Given the way Danganronpa
layers its stories, this doesn’t necessarily have to detract too much. At any point, the game can be telling three stories; each chapter functions as a stand-alone murder mystery, the chapters come together to make a tense survival story while building the core themes, then near the end everything gets tied into the deeper lore of the series (and those themes are talked into the ground). So if you’re not into the hope vs. despair thing, you’ve still got a great murder mystery to enjoy for the majority of the playtime.
This approach allows the game to show how much it excels with its genre elements by letting each story work on its own without relying on player investment in the previous entries.
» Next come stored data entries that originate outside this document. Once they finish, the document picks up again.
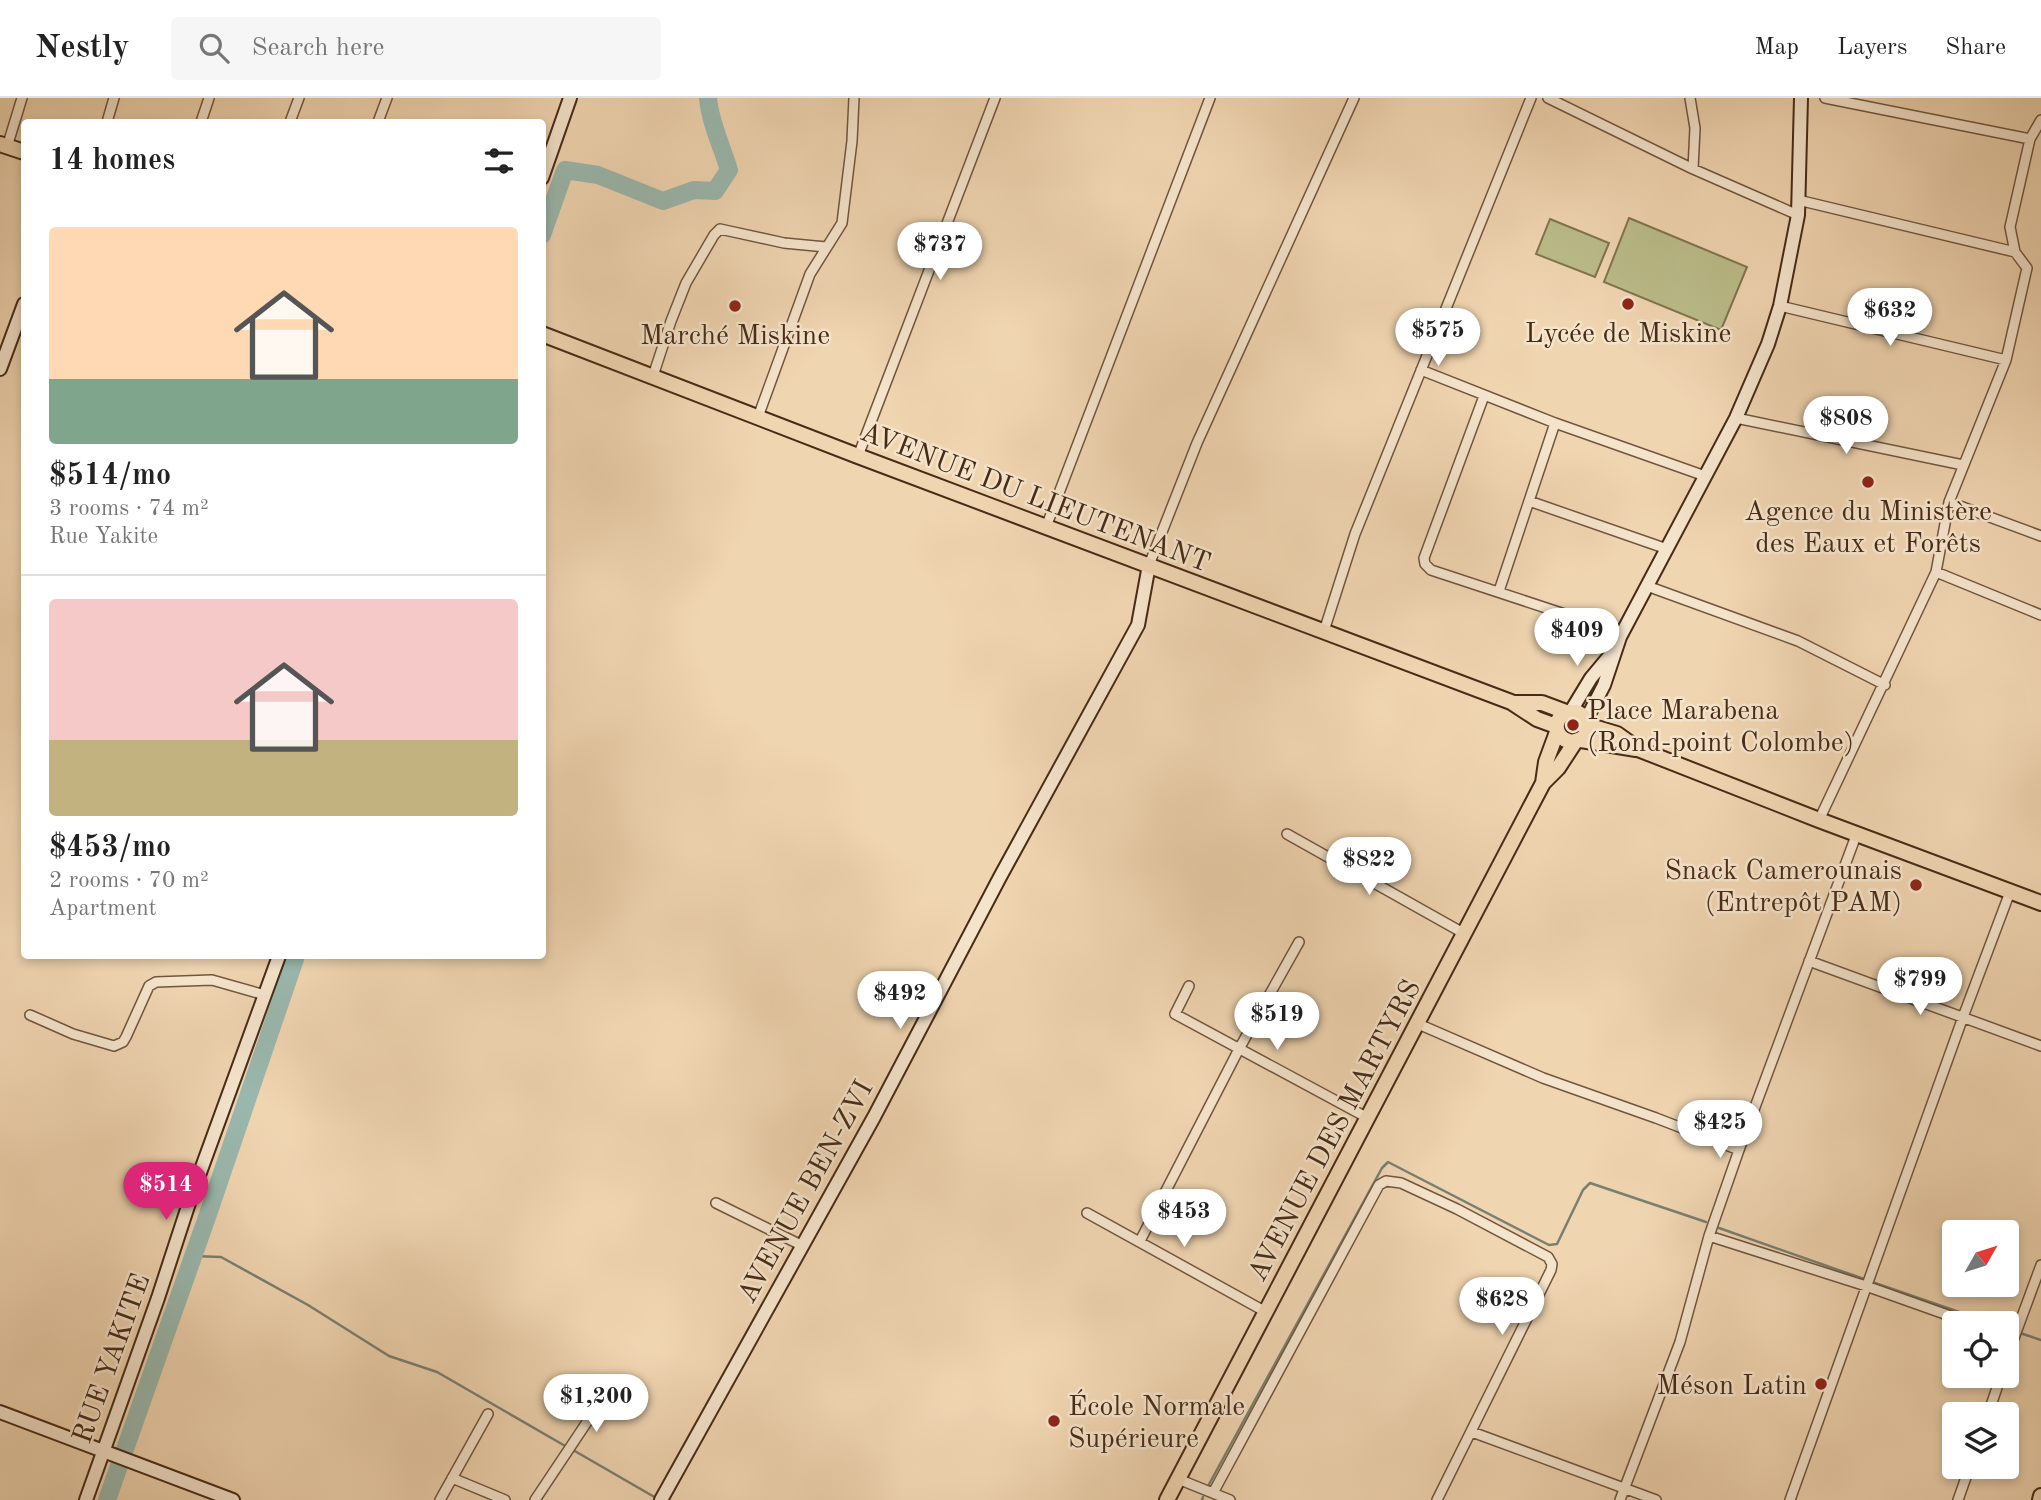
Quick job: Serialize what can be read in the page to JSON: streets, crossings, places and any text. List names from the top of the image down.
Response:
{
  "streets": {
    "main road": [
      "AVENUE DU LIEUTENANT",
      "AVENUE DES MARTYRS",
      "AVENUE BEN-ZVI",
      "RUE YAKITE"
    ]
  },
  "crossings": [
    ["AVENUE DU LIEUTENANT", "AVENUE DES MARTYRS"],
    ["AVENUE DU LIEUTENANT", "AVENUE BEN-ZVI"]
  ],
  "places": [
    "Lycée de Miskine",
    "Marché Miskine",
    "Agence du Ministère des Eaux et Forêts",
    "Place Marabena (Rond-point Colombe)",
    "Snack Camerounais (Entrepôt PAM)",
    "Méson Latin",
    "École Normale Supérieure"
  ],
  "north": "top right",
  "page": {
    "header": "Nestly",
    "search": "Search here",
    "nav": ["Map", "Layers", "Share"],
    "heading": "14 homes",
    "list": [
      {
        "name": "$514/mo",
        "note": "3 rooms · 74 m² · Rue Yakite"
      },
      {
        "name": "$453/mo",
        "note": "2 rooms · 70 m² · Apartment"
      }
    ],
    "price": [
      "$737",
      "$632",
      "$575",
      "$808",
      "$409",
      "$822",
      "$799",
      "$492",
      "$519",
      "$425",
      "$514",
      "$453",
      "$628",
      "$1,200"
    ]
  }
}
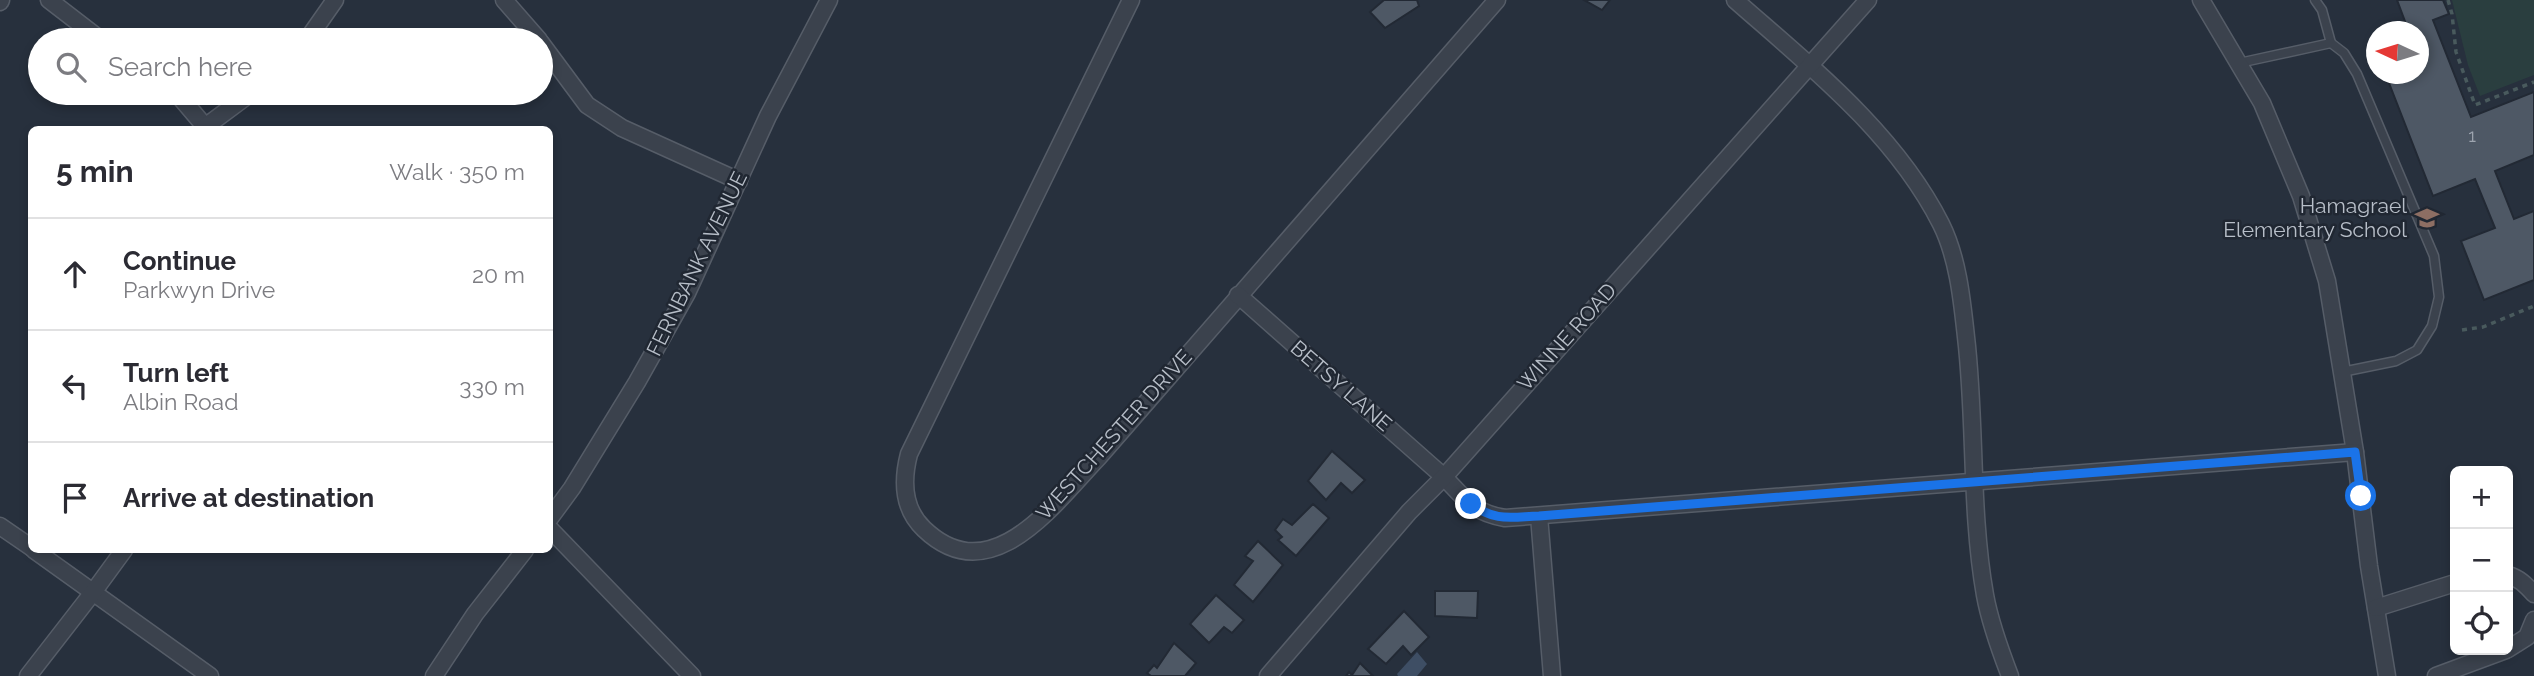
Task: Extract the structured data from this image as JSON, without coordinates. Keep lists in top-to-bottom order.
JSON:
{
  "streets": {
    "street": [
      "FERNBANK AVENUE",
      "WINNE ROAD",
      "BETSY LANE",
      "WESTCHESTER DRIVE"
    ]
  },
  "crossings": [
    ["WINNE ROAD", "BETSY LANE"],
    ["BETSY LANE", "WESTCHESTER DRIVE"]
  ],
  "places": {
    "school or university": ["Hamagrael Elementary School"]
  },
  "house_numbers": ["1"],
  "north": "left",
  "page": {
    "search": "Search here",
    "heading": ["5 min", "Walk · 350 m"],
    "list": [
      ["Continue", "Parkwyn Drive", "20 m"],
      ["Turn left", "Albin Road", "330 m"],
      "Arrive at destination"
    ],
    "map_buttons": ["+", "−"]
  }
}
The music is excellent, effortlessly switching moods from somber to madcap, breathing more than enough life into the game to make up for the sparse voice acting and lack of visual fluidity that come with the visual novel genre. The art design also does a lot of heavy lifting. Character sprites are wonderfully expressive and their designs are informative on their personality while still seeming like a natural outfit for this world. The game also knows how to handle its large casts, focusing on a few characters to keep the story focus tight, but not letting any of the background characters be forgettable. The mysteries themselves are varied and interesting too. While each game has at least one case that doesn’t work, for the most part they are inventive and fun, complicated enough that you’re normally only one step ahead of where the game’s going, but not so complicated as to be totally nonsensical. The full stories on what lead up to the murder also display the range of emotions the series is capable of showing. Some are absurd and farcical, some are genuinely tragic and moving. As the games progress, certain patterns emerge that can be frustrating to see repeated over and over again, and sometimes the game will get close to doing something different or embracing a fun quirk of the established rules before backing away and going with something seen before. Even then, the duller cases still have some fun surprises to turn up, so they’re never entirely without merit.
’s approach to storytelling is bold, to say the least. In an interview with Otomedia, series creator and writer Kazutaka Kodaka notes that he likes to take ideas that are taboo in the mystery genre and get them to work anyway. He might do it by building an entire game’s themes around justifying that trope, or he might just make the implications of that reveal too interesting in this particular context to get caught up on whether or not it’s overplayed. He knows how to leverage a bad idea by not getting bogged down in minutiae and making sure that the twist is a means to an end, rather than a satisfying answer in and of itself, and he’s also willing to taunt his audience for falling for his trick. Near the end of the first game, after a certain reveal Monokuma urges the students not to think too hard about the details of this news as they now have to contend with the way it fundamentally changes their perception of the entire experience up to this point. Early on in the second game, he makes an offhand comment mocking the idea that anyone would be willing to just accept such a cliché in a mystery story. Kodaka proves that no trope has been overused to the point of it being banned in storytelling; just that the requisite work must go in to peel off the stagnation.